TASK :: Your answer should be every line from the records that contains "position".

Stored data ::
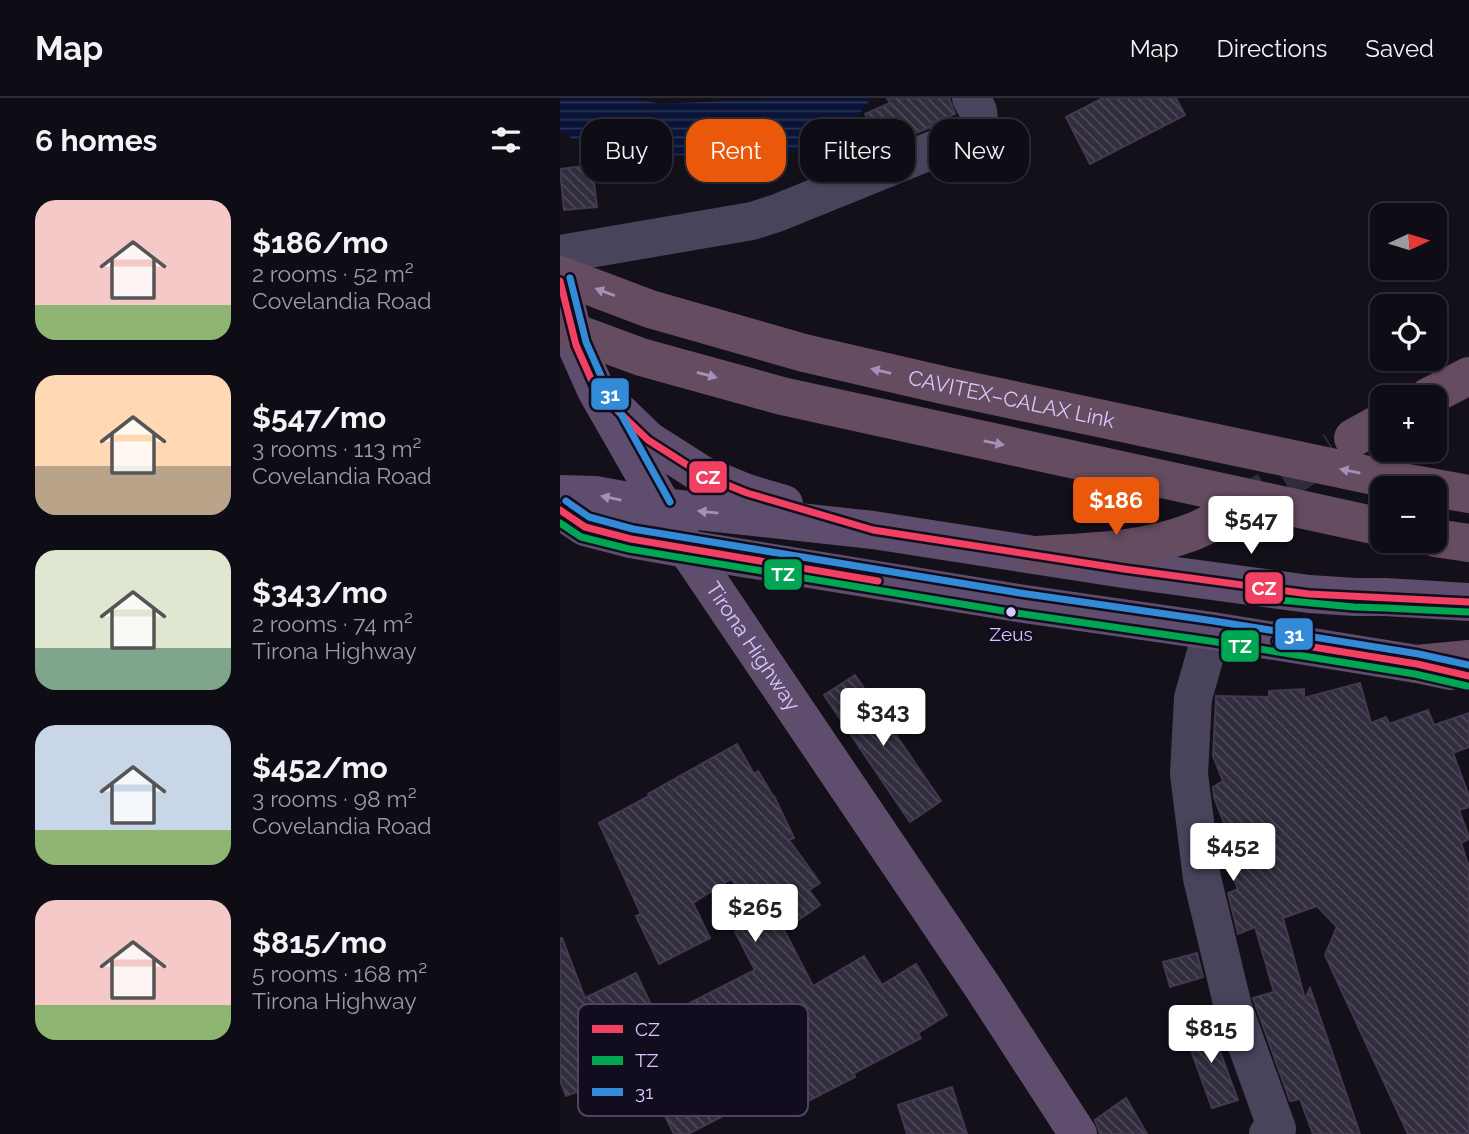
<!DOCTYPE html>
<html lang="en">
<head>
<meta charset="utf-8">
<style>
	body { margin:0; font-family:Raleway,sans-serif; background:#17151d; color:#f1f3f6; height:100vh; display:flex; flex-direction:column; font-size:26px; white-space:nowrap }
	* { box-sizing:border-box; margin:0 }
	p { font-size:23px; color:#9b9ba0 }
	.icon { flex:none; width:38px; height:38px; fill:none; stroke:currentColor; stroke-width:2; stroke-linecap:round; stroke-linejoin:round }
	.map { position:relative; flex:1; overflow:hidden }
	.details { display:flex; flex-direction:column; background:#0e0c14; width:560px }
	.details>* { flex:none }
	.hud { position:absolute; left:21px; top:21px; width:665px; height:63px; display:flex; gap:14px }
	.needle { width:46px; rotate:86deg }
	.buttons { position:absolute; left:810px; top:105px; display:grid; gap:14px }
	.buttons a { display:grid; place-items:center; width:77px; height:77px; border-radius:14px; background:#0e0c14; box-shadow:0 2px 5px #0004,0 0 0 2px #2e2c34; font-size:35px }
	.price { position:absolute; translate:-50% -60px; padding:0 16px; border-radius:7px; background:#fff; color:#222; font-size:23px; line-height:46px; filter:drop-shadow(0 2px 4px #0008) }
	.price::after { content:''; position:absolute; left:50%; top:42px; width:21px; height:16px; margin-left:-10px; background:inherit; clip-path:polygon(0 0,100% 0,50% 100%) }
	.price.active { background:#ea580c; color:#fff }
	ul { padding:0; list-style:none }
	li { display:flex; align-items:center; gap:21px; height:175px; padding:0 35px }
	li span { display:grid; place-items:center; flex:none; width:196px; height:140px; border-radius:21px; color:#555 }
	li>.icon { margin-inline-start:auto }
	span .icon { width:84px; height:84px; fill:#fffc; stroke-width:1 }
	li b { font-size:30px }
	h2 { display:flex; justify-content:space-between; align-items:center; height:84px; padding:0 35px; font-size:30px }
	.tag { padding:0 24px; border-radius:21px; background:#0e0c14; box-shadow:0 2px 5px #0004,0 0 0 2px #2e2c34; font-size:24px; line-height:63px }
	.tag.active { background:#ea580c; color:#fff }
	header { display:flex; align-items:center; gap:42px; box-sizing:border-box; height:98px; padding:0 35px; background:#0e0c14; border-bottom:2px solid #2e2c34 }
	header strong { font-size:33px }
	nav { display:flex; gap:38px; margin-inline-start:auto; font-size:24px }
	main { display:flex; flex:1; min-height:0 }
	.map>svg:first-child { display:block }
	.water { fill:url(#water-rules) }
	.building { fill:url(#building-back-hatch); stroke:#41394f; stroke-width:2 }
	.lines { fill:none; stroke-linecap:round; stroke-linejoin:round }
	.highway-tunnel { stroke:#302c3c; stroke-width:38; stroke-dasharray:38 19; stroke-linecap:butt }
	.minor { stroke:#49445b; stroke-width:38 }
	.major { stroke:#5e4d6c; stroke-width:38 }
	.highway { stroke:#654c61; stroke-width:38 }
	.bus-1-casing { stroke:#110c1e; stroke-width:12 }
	.bus-2-casing { stroke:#110c1e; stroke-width:12 }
	.bus-3-casing { stroke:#110c1e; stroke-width:12 }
	.bus-1 { stroke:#f24062; stroke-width:7 }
	.bus-2 { stroke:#00a651; stroke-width:7 }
	.bus-3 { stroke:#338bd7; stroke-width:7 }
	.oneway { fill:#a490b8 }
	.oneway2 { fill:#a191bd }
	.bus-dot { fill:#d7c8ff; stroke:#110c1e; stroke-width:2.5 }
	.labels { text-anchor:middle; stroke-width:5; stroke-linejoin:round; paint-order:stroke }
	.bus-label { font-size:19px; fill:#d7c8ff; stroke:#110c1e }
	.street-label { font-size:21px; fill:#d7c8ff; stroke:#110c1e }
	.key { fill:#110c1e; stroke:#4c4462; stroke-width:2 }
	.key-label { font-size:19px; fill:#d7c8ff }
	.line-badge { stroke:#110c1e; stroke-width:2.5 }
	.badge-label { font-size:19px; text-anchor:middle; font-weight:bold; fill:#fff }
</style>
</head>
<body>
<header>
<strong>Map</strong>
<nav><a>Map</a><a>Directions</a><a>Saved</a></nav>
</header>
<main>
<section class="details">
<h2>6 homes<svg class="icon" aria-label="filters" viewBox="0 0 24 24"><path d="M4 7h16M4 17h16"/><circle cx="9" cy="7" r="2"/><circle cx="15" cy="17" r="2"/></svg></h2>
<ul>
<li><span style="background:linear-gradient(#f6c9c9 75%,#8fb573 0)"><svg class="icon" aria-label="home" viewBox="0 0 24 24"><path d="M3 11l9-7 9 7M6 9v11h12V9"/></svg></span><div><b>$186/mo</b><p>2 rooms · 52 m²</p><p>Covelandia Road</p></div></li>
<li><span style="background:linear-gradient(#ffd9b3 65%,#b9a48a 0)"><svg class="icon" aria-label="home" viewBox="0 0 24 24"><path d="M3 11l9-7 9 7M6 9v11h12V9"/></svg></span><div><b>$547/mo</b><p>3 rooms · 113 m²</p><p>Covelandia Road</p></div></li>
<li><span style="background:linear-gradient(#dfe7d0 70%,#7fa58c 0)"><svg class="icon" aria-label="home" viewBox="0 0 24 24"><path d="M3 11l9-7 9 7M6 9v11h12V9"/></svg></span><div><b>$343/mo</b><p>2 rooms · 74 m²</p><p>Tirona Highway</p></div></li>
<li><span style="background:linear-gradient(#c9d6e8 75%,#8fb573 0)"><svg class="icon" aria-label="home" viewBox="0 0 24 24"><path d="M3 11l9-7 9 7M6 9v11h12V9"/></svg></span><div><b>$452/mo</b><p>3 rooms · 98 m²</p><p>Covelandia Road</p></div></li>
<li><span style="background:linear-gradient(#f6c9c9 75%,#8fb573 0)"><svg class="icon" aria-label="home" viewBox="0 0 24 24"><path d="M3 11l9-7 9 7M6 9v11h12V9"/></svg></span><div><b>$815/mo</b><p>5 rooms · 168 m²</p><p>Tirona Highway</p></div></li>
</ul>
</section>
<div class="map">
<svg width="909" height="1036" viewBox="0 0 909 1036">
	<defs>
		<pattern id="water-rules" width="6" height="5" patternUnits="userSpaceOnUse" patternTransform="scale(1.75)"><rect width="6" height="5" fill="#091337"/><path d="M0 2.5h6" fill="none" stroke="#2c3455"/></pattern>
		<pattern id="building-back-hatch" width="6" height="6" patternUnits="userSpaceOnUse" patternTransform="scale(1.75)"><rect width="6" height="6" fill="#312d3d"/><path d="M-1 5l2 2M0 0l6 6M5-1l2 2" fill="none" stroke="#4e4a5a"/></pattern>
	</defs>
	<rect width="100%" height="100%" fill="#13101a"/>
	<path class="water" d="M0,0H75L100,6L222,0H311L274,50L192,58L84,57L17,43L0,33Z"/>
	<g class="building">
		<path d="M327,0H389L395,16L371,25L373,28L346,39L340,27L318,39L305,16L330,5Z"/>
		<path d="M543,0H616L625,17L530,66L506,19Z"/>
		<path d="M32,67L37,109L4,112L0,71Z"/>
		<path d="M295,577L381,703L350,724L264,597Z"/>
		<path d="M800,585L811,625L826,619L829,626L868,612L874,627L909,615V649L893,655L909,698V709L899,712L909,739V741L901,745L909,769V1036H848L765,857L777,829L757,808L723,820L745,901L750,890L800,1036H753L740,1001L730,1003L694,903L693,900L714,894L695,829L678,836L668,795L678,791L660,749L659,740L668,736L654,699L653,689L663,683L653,658L656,598L709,599V593L744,591V600Z"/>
		<path d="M177,646L194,676L198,673L213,698H214L234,740L229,742L260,785L249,792L260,807L224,832L253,888L304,858L322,887L356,866L387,917L358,935L361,940L294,975L295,979L219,1018L208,995L128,1036H114L99,1006L221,944L210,919L128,951L110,915L195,872L175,834L200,820L171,781L133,805L150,840L99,866L76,818L81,816L39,725L89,698L88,696Z"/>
		<path d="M0,840H2L25,900L76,875L94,913L40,940L55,979L6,998L0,982Z"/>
		<path d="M637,855L643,879L610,889L603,864Z"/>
		<path d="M649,924L678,1002L652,1010L624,933Z"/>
		<path d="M392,989L407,1036H347L338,1007Z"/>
		<path d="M566,1000L587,1036H540L535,1022Z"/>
	</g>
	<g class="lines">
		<path class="highway-tunnel" d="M675,412L774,352"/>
		<g class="minor">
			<path d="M0,156L192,123L217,115L412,36L420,29L418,13L411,0"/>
			<path d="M652,533L633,600L629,676L642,780L673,909L717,1031L708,1036"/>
		</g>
		<g class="major">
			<path id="s1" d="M0,183L16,247L36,292L127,451L422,888L518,1036"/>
			<path d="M59,314L88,342L143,377L187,395L224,406"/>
			<path d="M0,396L35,397L101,409L313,432L564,471L749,496L795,499H825L909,504"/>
			<path d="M0,412L25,429L71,441L127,451L458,505L652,533L857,566L890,573"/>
		</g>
		<g class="highway">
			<path id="s2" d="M0,177L90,211L244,255L387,288L842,384L909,396"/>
			<path d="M0,229L81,259L222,298L822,429"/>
			<path d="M868,299L909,278"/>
			<path d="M793,340L822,324"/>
			<path d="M875,440L909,445"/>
			<path d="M477,457C528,454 583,453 632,434C647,428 661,420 675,412"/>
			<path d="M857,566L909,561"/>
		</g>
		<g class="bus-1-casing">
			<g id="bus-1">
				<path d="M0,183L16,247L36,292L88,342L143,377L187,395L313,432L564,471L749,496L909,504"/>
				<path d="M0,412L25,429L71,441L318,483"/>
				<path d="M716,543L857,566L909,578"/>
			</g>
		</g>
		<g class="bus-2-casing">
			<g id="bus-2">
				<path d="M0,425L21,439L69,451L456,515L650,543L855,576L907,588"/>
				<path d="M720,502L794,509L825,510L908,514"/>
			</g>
		</g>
		<g class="bus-3-casing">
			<g id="bus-3">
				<path d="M10,180L26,244L45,287L110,404"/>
				<path d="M6,403L29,419L73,431L460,495L654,523L859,556L909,567"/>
			</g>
		</g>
		<use href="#bus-1" class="bus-1"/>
		<use href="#bus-2" class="bus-2"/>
		<use href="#bus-3" class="bus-3"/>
	</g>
	<defs><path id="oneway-solid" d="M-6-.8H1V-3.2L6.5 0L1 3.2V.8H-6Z" transform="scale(1.75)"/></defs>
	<g class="oneway">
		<use href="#oneway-solid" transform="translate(45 194) rotate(-160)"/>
		<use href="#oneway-solid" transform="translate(321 273) rotate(-167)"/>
		<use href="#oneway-solid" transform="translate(147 277) rotate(15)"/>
		<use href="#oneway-solid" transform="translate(434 345) rotate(12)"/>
		<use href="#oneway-solid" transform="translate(790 373) rotate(-168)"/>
	</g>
	<g class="oneway2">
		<use href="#oneway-solid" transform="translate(51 400) rotate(-169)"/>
		<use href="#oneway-solid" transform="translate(148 414) rotate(-174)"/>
	</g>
	<circle class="bus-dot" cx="451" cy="514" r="6"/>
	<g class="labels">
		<g class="bus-label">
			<text x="451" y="543">Zeus</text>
		</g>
		<g class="street-label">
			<text dy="7" stroke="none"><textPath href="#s2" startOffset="469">CAVITEX–CALAX Link</textPath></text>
			<text dy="7" stroke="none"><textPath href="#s1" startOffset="416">Tirona Highway</textPath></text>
		</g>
	</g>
	<rect x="18" y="906" width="230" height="112" rx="10" class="key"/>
	<rect x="32" y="927" width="31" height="8" fill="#f24062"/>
	<rect x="32" y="958" width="31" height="9" fill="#00a651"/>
	<rect x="32" y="990" width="31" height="8" fill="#338bd7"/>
	<g class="key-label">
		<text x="75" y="938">CZ</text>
		<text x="75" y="969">TZ</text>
		<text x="75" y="1001">31</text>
	</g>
	<g class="line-badge">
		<rect x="30" y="279" width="40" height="34" rx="7" fill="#338bd7"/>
		<rect x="128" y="362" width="40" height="34" rx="7" fill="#f24062"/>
		<rect x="203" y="460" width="40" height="33" rx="7" fill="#00a651"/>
		<rect x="684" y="473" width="40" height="34" rx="7" fill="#f24062"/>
		<rect x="714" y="519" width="40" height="34" rx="7" fill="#338bd7"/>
		<rect x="660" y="531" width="40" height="34" rx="7" fill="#00a651"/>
	</g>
	<g class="badge-label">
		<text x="50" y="303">31</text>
		<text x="148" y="386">CZ</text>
		<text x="223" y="483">TZ</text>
		<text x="704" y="497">CZ</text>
		<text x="734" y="543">31</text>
		<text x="680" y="555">TZ</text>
	</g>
</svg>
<div class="buttons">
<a><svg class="needle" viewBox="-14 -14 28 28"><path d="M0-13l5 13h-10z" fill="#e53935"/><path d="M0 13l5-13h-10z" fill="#9b9ba0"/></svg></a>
<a><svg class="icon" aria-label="locate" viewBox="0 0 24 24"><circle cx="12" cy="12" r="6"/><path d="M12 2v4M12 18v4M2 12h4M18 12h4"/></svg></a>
<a>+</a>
<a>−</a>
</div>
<b class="price active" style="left:556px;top:439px">$186</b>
<b class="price" style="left:691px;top:458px">$547</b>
<b class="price" style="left:323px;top:650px">$343</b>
<b class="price" style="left:673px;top:785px">$452</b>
<b class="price" style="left:195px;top:846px">$265</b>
<b class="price" style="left:651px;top:967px">$815</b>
<div class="hud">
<a class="tag">Buy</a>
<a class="tag active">Rent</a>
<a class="tag">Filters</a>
<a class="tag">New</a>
</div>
</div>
</main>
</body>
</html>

RESULT OF THIS EXERCISE ::
	.map { position:relative; flex:1; overflow:hidden }
	.hud { position:absolute; left:21px; top:21px; width:665px; height:63px; display:flex; gap:14px }
	.buttons { position:absolute; left:810px; top:105px; display:grid; gap:14px }
	.price { position:absolute; translate:-50% -60px; padding:0 16px; border-radius:7px; background:#fff; color:#222; font-size:23px; line-height:46px; filter:drop-shadow(0 2px 4px #0008) }
	.price::after { content:''; position:absolute; left:50%; top:42px; width:21px; height:16px; margin-left:-10px; background:inherit; clip-path:polygon(0 0,100% 0,50% 100%) }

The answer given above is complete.